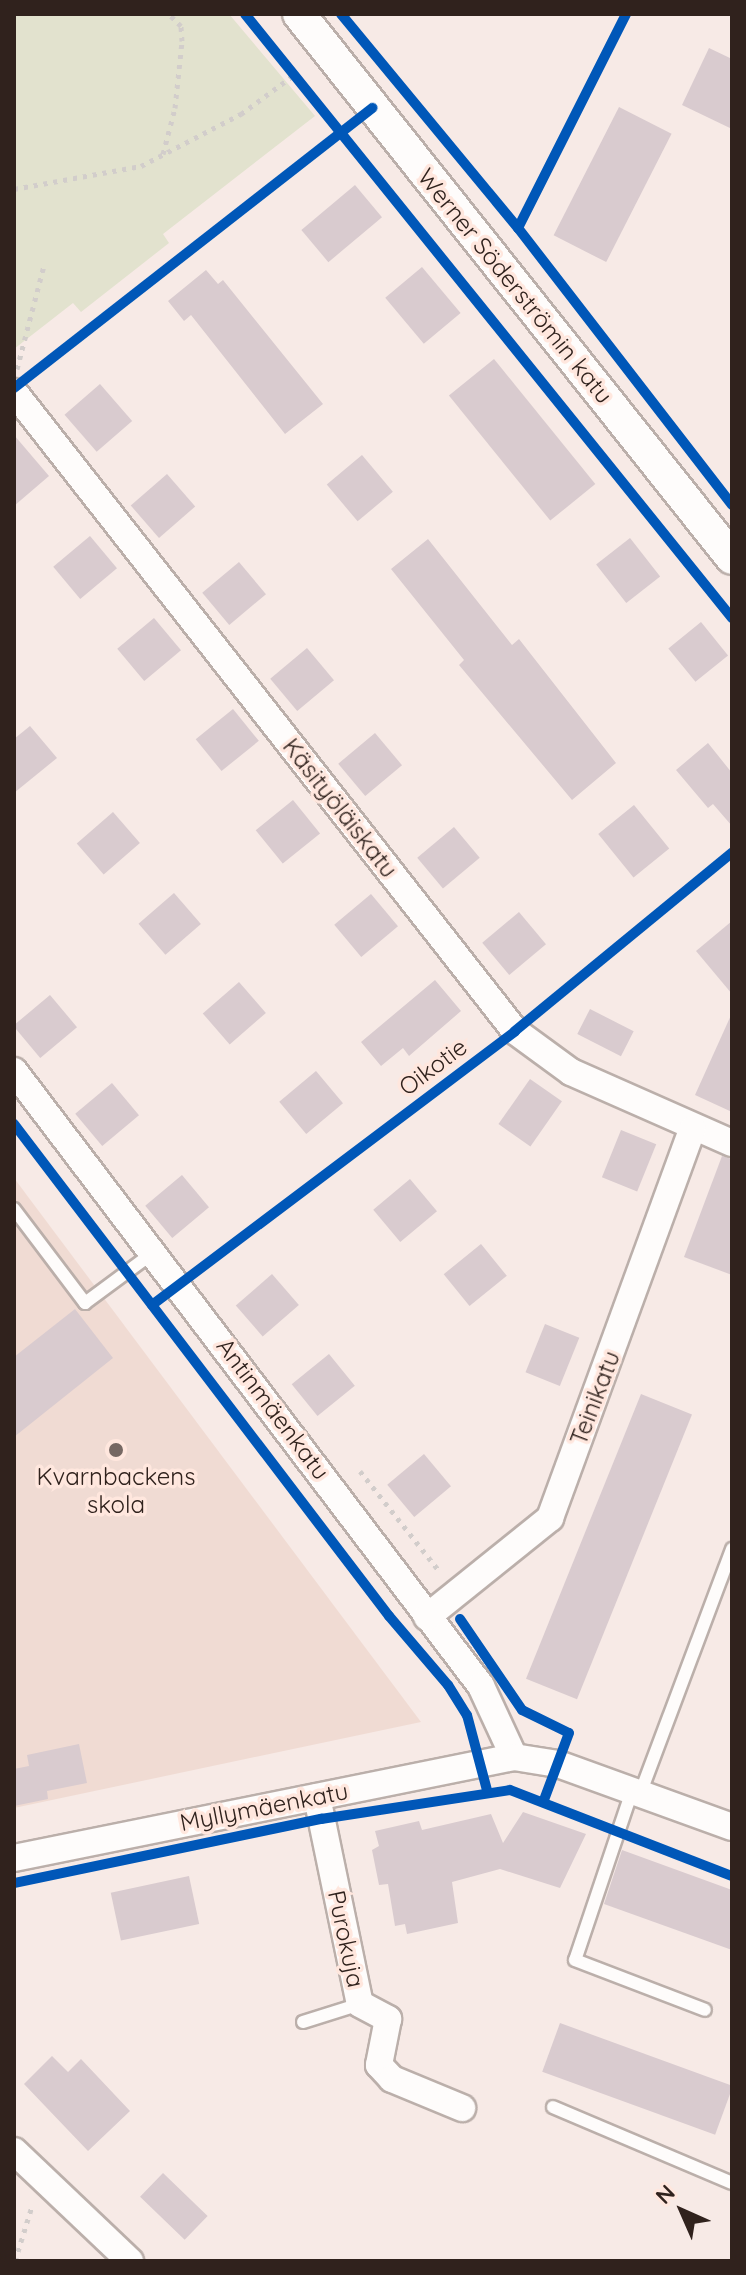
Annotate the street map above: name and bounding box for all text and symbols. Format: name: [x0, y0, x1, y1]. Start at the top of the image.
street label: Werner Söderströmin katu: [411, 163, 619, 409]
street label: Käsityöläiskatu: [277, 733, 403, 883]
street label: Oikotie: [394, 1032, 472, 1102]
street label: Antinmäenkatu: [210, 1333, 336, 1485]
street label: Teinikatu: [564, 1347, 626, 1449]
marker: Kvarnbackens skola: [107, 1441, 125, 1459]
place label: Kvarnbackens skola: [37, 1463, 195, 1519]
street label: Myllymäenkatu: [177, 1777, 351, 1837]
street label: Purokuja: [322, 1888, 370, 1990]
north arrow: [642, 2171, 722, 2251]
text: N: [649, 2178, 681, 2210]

§ Problem to work on
A faithful copy of all the data above is required, printed exactly and with no pictures.

§ Finished exercise
Annotate the street map above: name and bounding box for all text and symbols. Format: name: [x0, y0, x1, y1]. Start at the top of the image.
street label: Werner Söderströmin katu: [411, 163, 619, 409]
street label: Käsityöläiskatu: [277, 733, 403, 883]
street label: Oikotie: [394, 1032, 472, 1102]
street label: Antinmäenkatu: [210, 1333, 336, 1485]
street label: Teinikatu: [564, 1347, 626, 1449]
marker: Kvarnbackens skola: [107, 1441, 125, 1459]
place label: Kvarnbackens skola: [37, 1463, 195, 1519]
street label: Myllymäenkatu: [177, 1777, 351, 1837]
street label: Purokuja: [322, 1888, 370, 1990]
north arrow: [642, 2171, 722, 2251]
text: N: [649, 2178, 681, 2210]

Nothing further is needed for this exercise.